Filter the records below down to lines containing "linecap".

[Collected data entries]
○ ○ ○ ○ ○ ○ ○

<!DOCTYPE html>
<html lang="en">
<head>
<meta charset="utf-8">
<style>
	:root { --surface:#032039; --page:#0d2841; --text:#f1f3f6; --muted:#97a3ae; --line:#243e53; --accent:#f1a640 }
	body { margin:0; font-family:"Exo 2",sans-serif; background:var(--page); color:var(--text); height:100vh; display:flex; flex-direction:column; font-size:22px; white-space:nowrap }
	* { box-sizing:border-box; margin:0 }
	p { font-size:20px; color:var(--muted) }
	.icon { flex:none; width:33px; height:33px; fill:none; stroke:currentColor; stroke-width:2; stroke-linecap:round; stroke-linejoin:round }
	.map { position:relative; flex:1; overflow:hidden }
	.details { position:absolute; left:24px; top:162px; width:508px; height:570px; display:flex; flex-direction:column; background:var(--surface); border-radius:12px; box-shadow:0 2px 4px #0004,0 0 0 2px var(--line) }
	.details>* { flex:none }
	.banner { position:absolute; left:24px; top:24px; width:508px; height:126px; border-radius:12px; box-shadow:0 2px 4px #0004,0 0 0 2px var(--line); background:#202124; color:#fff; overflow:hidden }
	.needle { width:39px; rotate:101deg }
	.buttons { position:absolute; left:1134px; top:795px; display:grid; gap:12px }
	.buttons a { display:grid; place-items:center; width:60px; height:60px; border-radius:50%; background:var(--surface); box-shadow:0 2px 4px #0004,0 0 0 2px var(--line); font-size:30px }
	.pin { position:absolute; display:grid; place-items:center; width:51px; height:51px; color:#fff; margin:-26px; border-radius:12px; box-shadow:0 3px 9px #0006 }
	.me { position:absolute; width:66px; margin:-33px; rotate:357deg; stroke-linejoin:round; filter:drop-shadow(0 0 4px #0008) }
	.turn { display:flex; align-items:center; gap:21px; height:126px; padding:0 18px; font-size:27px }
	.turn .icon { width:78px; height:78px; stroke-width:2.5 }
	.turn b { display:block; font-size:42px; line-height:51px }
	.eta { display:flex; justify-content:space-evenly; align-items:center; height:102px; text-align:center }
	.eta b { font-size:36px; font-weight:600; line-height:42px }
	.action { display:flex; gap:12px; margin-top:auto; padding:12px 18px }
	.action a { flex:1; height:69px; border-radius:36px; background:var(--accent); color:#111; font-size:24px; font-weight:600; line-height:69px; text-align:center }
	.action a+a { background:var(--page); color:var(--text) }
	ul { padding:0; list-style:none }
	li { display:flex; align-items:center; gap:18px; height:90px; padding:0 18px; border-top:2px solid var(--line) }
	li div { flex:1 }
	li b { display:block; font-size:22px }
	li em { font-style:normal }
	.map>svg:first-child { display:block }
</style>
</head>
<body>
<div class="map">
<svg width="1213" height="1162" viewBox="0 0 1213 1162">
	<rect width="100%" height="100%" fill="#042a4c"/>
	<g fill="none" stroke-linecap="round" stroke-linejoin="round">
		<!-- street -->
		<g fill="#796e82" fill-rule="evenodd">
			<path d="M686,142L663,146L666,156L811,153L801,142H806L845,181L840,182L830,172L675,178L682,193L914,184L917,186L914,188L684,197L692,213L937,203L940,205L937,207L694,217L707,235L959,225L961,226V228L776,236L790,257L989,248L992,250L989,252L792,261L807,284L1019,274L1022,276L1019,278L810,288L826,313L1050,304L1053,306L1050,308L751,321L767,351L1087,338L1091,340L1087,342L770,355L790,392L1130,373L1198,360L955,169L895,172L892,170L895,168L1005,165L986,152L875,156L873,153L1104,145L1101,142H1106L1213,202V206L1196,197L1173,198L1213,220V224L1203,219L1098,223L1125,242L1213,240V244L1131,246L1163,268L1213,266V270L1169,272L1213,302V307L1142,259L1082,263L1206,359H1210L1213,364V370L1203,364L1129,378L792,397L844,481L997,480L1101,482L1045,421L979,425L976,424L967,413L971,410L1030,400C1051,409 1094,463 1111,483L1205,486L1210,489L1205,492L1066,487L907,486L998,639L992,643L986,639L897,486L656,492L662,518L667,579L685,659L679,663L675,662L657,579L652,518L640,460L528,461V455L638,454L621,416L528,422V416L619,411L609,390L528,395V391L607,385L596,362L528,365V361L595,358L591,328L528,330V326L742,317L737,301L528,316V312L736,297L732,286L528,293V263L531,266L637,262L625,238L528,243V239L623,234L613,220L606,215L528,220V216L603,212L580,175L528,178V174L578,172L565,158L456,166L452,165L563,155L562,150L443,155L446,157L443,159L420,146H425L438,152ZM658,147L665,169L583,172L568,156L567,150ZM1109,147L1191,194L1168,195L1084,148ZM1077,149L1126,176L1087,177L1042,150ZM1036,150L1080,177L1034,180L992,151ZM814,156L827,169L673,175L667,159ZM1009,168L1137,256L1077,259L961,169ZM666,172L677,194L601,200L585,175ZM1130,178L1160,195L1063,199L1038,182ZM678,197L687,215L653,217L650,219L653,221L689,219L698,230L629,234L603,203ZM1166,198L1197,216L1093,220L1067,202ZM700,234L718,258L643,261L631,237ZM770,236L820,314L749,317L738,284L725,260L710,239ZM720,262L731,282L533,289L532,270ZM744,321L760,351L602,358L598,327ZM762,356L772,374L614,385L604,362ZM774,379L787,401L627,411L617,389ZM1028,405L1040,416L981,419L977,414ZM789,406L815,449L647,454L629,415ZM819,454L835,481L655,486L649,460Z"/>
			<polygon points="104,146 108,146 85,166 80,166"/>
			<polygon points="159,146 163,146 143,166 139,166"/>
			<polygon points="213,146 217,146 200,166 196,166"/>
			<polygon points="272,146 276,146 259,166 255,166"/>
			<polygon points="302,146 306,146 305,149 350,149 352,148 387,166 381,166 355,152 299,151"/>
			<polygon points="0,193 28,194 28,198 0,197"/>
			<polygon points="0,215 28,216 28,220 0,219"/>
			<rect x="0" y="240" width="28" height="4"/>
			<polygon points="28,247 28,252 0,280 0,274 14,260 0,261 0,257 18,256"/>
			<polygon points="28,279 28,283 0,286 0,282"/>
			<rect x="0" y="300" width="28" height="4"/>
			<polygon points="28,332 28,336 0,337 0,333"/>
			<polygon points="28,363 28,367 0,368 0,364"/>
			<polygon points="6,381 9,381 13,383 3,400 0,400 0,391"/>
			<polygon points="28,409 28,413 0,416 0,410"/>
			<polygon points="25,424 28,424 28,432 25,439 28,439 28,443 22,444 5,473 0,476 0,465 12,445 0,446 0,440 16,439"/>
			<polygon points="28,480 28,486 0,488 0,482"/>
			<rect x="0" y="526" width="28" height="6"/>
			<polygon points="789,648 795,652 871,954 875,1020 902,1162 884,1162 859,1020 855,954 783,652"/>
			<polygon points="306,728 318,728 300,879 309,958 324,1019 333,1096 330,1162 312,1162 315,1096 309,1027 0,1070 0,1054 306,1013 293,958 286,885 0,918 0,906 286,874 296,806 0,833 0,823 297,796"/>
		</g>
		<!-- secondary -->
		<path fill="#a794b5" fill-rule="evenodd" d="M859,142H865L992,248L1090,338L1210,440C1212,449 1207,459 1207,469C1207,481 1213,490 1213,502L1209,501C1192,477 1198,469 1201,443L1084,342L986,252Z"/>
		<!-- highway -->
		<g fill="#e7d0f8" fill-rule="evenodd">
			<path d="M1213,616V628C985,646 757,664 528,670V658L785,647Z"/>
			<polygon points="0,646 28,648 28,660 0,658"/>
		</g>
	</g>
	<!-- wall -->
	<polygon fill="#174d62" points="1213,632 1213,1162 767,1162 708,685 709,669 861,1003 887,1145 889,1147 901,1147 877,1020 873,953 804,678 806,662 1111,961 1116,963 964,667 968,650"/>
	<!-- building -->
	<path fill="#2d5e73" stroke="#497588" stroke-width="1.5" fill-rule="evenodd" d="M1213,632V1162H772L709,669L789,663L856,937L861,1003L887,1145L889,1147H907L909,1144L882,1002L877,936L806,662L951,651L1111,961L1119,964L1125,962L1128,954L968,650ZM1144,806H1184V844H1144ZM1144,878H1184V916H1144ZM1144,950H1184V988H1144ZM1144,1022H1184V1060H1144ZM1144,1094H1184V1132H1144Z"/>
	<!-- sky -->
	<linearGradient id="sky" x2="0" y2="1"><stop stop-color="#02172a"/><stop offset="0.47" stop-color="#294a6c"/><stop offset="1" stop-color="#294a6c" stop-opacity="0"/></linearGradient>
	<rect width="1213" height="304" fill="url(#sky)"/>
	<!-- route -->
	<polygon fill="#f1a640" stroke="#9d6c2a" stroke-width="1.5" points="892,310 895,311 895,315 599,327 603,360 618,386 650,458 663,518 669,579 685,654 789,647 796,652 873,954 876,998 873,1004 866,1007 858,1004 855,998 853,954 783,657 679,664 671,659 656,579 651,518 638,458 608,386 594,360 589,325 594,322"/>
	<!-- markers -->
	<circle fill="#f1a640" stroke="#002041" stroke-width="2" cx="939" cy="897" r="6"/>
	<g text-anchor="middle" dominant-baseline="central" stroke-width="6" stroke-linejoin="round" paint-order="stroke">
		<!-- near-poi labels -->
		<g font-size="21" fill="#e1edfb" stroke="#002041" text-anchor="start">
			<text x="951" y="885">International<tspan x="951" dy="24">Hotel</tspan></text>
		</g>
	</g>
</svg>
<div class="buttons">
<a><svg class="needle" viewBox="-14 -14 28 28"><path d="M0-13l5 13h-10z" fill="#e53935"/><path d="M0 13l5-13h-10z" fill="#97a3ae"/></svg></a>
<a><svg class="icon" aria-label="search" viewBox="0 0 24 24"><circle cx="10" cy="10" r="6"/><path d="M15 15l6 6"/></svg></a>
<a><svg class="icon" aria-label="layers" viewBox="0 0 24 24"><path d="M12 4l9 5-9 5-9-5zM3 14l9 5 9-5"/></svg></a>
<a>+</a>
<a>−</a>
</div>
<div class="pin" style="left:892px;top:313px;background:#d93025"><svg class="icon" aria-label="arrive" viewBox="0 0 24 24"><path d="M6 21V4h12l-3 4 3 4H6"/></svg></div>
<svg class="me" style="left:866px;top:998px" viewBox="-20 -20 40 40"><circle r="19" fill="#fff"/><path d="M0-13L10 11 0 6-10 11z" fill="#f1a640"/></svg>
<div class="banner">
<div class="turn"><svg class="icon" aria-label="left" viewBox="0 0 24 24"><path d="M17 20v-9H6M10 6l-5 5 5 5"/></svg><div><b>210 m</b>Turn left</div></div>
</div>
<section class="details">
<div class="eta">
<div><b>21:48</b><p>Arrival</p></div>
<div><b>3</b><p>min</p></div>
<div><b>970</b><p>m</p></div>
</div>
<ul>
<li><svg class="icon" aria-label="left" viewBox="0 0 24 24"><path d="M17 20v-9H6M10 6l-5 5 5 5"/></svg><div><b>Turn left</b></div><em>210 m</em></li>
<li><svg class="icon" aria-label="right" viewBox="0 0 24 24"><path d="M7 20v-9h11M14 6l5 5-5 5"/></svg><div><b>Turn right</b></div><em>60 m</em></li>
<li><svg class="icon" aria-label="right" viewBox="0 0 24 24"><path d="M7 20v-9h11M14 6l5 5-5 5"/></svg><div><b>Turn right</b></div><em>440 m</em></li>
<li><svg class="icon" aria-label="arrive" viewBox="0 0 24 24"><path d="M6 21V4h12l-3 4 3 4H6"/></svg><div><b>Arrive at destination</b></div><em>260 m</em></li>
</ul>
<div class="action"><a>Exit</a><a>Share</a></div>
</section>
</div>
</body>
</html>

○ ○ ○ ○ ○ ○ ○

→ **COMPLETED TASK**
	.icon { flex:none; width:33px; height:33px; fill:none; stroke:currentColor; stroke-width:2; stroke-linecap:round; stroke-linejoin:round }
	<g fill="none" stroke-linecap="round" stroke-linejoin="round">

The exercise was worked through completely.